■ What needs to be done: Report how many lines contain the word "stream" in the listing that follows. Give nothing besides the number.

■ Data for review:
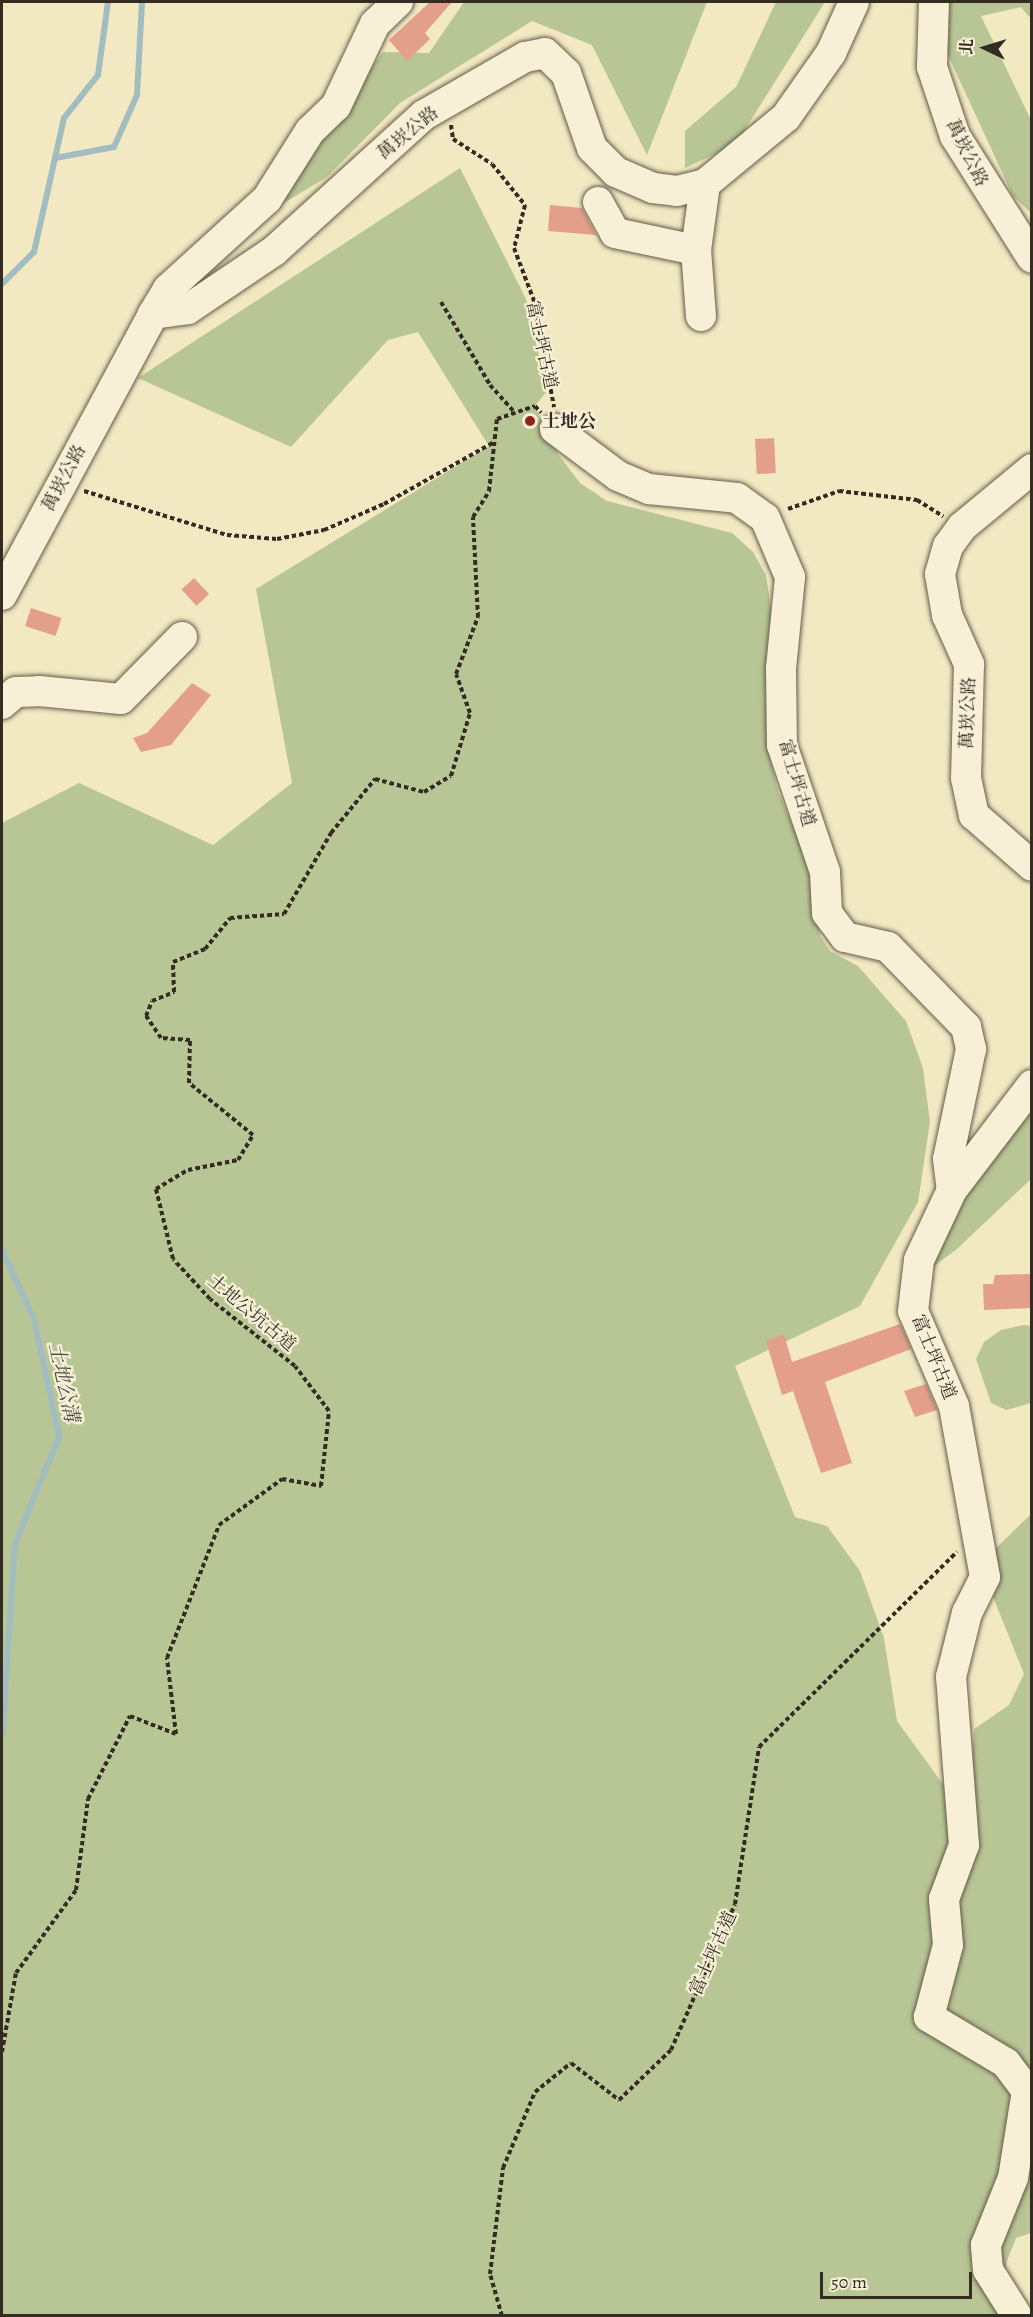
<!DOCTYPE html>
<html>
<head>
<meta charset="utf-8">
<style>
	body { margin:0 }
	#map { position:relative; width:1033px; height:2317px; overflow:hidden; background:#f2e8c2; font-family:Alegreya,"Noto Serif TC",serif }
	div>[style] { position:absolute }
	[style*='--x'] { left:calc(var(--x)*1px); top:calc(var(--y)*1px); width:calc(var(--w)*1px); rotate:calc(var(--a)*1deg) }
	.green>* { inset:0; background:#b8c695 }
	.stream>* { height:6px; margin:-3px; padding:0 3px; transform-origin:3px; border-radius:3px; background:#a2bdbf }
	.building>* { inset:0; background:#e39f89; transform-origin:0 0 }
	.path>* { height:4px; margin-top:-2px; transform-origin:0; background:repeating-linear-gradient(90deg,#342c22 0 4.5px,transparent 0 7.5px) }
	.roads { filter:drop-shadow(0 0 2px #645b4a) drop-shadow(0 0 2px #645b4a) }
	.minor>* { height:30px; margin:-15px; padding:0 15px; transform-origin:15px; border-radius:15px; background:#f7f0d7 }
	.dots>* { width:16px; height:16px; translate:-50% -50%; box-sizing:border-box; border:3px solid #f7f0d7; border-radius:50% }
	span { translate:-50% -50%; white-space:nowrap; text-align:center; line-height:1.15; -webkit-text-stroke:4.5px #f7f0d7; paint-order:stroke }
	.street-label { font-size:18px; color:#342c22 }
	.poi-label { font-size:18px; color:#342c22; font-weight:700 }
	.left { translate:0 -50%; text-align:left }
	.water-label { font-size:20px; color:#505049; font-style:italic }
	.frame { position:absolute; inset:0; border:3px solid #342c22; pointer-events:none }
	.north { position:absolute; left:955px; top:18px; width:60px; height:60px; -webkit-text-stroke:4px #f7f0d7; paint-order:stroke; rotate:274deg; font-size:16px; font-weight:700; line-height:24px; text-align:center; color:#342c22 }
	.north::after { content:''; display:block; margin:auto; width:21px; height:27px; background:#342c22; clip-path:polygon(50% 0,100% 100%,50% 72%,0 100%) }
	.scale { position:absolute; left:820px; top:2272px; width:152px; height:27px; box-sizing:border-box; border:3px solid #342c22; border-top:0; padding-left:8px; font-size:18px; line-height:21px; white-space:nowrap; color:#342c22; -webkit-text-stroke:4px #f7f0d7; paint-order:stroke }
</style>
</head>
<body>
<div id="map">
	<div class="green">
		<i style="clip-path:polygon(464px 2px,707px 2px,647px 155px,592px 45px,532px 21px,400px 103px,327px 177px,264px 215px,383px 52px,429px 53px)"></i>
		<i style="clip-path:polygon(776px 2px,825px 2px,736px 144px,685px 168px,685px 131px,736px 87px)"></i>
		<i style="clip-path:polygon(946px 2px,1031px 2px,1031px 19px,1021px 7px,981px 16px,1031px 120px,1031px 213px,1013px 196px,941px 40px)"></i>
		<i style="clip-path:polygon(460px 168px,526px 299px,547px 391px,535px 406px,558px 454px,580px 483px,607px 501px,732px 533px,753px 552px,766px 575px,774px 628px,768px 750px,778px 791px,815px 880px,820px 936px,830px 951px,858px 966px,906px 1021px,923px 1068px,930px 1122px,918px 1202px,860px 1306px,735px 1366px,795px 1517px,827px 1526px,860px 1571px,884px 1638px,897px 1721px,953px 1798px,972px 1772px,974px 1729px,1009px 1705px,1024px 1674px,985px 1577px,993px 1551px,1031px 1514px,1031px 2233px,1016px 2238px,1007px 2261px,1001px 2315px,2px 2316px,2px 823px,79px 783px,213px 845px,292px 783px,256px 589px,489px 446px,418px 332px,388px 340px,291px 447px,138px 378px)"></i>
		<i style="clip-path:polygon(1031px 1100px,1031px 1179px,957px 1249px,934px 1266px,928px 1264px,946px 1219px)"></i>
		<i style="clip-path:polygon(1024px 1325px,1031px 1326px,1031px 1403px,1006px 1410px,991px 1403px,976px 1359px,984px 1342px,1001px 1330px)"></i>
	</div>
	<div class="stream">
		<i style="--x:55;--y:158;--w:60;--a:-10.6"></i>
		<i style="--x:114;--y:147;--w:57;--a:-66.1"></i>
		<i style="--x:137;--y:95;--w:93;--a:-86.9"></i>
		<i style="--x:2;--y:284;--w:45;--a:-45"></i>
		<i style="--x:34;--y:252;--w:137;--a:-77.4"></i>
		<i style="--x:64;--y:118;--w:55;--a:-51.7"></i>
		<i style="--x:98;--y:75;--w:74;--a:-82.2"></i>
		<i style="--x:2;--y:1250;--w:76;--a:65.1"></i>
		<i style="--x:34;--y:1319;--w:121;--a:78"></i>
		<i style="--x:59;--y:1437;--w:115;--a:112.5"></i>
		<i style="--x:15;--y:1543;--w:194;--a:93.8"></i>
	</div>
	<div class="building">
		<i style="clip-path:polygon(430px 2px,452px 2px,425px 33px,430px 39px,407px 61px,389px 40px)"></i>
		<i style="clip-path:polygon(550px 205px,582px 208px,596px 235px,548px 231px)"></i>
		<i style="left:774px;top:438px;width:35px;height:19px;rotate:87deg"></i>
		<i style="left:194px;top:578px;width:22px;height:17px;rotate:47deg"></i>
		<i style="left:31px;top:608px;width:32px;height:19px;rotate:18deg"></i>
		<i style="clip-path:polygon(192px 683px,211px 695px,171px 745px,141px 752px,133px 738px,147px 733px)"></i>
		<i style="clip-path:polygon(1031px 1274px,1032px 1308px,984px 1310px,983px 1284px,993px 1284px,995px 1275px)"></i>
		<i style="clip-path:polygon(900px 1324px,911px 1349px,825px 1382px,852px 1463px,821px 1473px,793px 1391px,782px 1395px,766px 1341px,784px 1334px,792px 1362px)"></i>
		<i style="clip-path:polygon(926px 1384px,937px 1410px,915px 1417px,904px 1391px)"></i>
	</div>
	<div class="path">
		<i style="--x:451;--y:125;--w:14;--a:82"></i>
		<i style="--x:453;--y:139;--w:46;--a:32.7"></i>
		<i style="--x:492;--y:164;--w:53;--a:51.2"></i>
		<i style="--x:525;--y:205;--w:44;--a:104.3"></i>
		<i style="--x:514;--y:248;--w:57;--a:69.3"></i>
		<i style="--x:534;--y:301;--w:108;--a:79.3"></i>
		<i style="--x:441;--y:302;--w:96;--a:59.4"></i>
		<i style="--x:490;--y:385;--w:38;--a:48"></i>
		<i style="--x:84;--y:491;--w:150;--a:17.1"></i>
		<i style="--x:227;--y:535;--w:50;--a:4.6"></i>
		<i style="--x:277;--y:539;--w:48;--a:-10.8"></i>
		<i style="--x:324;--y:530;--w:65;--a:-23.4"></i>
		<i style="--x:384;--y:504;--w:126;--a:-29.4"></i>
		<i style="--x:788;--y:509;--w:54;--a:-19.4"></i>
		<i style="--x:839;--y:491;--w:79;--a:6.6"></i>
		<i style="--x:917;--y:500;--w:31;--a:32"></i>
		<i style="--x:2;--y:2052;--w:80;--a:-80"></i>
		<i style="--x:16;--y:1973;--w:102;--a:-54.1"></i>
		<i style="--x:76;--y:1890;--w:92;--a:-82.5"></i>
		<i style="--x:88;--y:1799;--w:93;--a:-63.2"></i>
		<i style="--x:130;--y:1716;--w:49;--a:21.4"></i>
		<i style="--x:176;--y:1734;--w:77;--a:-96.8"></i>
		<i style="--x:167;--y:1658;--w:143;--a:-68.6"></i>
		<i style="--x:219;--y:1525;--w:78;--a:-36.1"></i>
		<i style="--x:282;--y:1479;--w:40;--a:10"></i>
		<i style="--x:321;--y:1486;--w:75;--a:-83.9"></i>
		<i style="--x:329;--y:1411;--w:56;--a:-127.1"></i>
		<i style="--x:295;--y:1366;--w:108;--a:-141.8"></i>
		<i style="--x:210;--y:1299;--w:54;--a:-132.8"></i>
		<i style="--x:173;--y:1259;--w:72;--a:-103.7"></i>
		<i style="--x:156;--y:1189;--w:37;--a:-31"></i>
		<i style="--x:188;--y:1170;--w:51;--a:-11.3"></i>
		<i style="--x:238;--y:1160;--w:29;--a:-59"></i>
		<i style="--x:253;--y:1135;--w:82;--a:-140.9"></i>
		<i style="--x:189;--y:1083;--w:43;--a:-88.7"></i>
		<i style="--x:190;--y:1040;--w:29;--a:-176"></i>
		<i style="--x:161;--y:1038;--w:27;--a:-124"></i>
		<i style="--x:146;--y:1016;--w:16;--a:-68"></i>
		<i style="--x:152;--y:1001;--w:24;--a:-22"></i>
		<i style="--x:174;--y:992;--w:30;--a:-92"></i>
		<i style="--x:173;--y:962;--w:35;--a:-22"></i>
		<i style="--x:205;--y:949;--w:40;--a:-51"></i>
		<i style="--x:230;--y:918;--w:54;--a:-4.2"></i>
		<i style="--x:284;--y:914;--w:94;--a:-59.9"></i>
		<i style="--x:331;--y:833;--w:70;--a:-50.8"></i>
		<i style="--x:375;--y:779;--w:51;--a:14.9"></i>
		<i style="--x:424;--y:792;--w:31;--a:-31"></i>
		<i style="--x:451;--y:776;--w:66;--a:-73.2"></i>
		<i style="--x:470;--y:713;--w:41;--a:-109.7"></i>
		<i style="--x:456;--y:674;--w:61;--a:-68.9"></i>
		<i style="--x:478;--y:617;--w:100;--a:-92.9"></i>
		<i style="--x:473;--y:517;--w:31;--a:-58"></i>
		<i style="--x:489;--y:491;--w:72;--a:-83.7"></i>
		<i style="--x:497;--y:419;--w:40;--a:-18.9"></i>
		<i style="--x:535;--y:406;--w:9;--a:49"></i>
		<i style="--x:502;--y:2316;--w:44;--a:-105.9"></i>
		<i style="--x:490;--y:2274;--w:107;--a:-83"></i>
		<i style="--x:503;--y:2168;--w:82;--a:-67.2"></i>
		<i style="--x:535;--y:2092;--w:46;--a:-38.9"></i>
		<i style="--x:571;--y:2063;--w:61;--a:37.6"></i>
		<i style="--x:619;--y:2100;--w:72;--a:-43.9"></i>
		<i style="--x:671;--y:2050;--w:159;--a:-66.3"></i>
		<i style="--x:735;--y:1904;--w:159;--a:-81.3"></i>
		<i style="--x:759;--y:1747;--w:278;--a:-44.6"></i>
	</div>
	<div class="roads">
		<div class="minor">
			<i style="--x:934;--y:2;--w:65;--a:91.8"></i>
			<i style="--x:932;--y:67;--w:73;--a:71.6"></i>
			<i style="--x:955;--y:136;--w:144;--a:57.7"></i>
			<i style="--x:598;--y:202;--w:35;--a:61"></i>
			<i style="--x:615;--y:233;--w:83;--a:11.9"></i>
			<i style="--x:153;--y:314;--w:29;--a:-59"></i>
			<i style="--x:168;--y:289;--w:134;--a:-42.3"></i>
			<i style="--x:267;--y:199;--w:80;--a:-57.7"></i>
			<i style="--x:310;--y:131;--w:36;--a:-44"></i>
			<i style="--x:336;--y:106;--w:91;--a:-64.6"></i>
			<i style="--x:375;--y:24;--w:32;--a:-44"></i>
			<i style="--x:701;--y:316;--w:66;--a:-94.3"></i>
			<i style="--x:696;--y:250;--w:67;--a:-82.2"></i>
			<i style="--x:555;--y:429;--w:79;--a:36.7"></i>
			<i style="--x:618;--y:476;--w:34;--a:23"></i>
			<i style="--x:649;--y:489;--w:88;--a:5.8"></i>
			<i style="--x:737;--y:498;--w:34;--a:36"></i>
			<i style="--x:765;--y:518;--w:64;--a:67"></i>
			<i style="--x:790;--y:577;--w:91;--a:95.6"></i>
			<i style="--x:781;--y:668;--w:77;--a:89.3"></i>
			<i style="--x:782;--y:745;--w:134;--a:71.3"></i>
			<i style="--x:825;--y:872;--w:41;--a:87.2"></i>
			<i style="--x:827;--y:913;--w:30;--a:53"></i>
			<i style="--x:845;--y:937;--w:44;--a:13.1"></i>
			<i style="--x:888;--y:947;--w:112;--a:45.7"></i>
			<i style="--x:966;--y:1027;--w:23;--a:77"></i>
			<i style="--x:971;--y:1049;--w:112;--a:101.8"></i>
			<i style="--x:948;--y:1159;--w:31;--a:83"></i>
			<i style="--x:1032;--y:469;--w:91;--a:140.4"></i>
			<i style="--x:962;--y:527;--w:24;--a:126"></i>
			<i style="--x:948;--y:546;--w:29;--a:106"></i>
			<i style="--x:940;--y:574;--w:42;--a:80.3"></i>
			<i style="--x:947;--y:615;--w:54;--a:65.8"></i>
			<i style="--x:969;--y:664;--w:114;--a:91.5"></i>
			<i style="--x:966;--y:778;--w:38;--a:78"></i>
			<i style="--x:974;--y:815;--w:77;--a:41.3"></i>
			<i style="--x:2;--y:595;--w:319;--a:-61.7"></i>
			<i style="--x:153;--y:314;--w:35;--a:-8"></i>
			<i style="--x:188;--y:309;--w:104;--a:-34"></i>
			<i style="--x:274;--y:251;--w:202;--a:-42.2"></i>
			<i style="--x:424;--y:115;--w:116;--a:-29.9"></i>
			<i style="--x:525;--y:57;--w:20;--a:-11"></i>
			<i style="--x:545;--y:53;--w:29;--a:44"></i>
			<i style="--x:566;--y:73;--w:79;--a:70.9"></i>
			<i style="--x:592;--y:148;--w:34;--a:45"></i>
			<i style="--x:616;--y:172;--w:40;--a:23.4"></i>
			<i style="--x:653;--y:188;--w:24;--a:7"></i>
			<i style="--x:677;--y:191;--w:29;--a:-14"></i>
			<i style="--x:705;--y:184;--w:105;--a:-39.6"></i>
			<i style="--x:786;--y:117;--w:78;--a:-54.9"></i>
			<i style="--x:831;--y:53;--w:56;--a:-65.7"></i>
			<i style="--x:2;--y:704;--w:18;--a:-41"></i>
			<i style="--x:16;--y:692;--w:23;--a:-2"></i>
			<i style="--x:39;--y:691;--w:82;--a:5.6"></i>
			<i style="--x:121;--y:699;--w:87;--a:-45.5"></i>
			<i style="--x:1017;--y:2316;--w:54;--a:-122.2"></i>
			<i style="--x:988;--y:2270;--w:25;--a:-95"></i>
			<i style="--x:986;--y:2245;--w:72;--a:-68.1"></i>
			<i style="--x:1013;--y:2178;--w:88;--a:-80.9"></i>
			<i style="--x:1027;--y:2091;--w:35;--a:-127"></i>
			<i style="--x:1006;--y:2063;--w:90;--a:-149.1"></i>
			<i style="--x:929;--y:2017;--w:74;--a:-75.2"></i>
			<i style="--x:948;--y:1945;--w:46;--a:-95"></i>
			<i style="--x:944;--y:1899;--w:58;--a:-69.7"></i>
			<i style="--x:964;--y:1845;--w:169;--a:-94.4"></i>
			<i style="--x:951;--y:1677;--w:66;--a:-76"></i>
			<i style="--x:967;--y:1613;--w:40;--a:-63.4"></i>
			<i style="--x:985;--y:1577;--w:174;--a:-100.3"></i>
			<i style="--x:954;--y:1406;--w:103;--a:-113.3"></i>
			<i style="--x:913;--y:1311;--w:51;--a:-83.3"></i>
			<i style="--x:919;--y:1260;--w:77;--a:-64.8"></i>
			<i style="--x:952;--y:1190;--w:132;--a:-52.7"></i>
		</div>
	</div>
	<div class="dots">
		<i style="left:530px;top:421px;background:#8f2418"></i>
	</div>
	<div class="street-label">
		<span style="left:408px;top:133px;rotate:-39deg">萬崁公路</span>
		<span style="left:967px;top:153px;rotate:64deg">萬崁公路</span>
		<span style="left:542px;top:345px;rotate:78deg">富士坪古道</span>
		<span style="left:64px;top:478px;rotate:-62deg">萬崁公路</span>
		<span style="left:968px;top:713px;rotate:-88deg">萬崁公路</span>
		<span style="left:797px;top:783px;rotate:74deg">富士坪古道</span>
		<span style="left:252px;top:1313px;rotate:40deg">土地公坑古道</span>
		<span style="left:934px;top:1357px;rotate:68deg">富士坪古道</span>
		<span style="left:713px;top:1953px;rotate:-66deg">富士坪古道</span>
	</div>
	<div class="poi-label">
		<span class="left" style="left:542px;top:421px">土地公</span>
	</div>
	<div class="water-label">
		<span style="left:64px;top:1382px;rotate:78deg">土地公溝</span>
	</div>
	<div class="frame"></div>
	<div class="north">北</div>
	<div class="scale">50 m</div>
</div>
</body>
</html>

■ Exercise answer: 2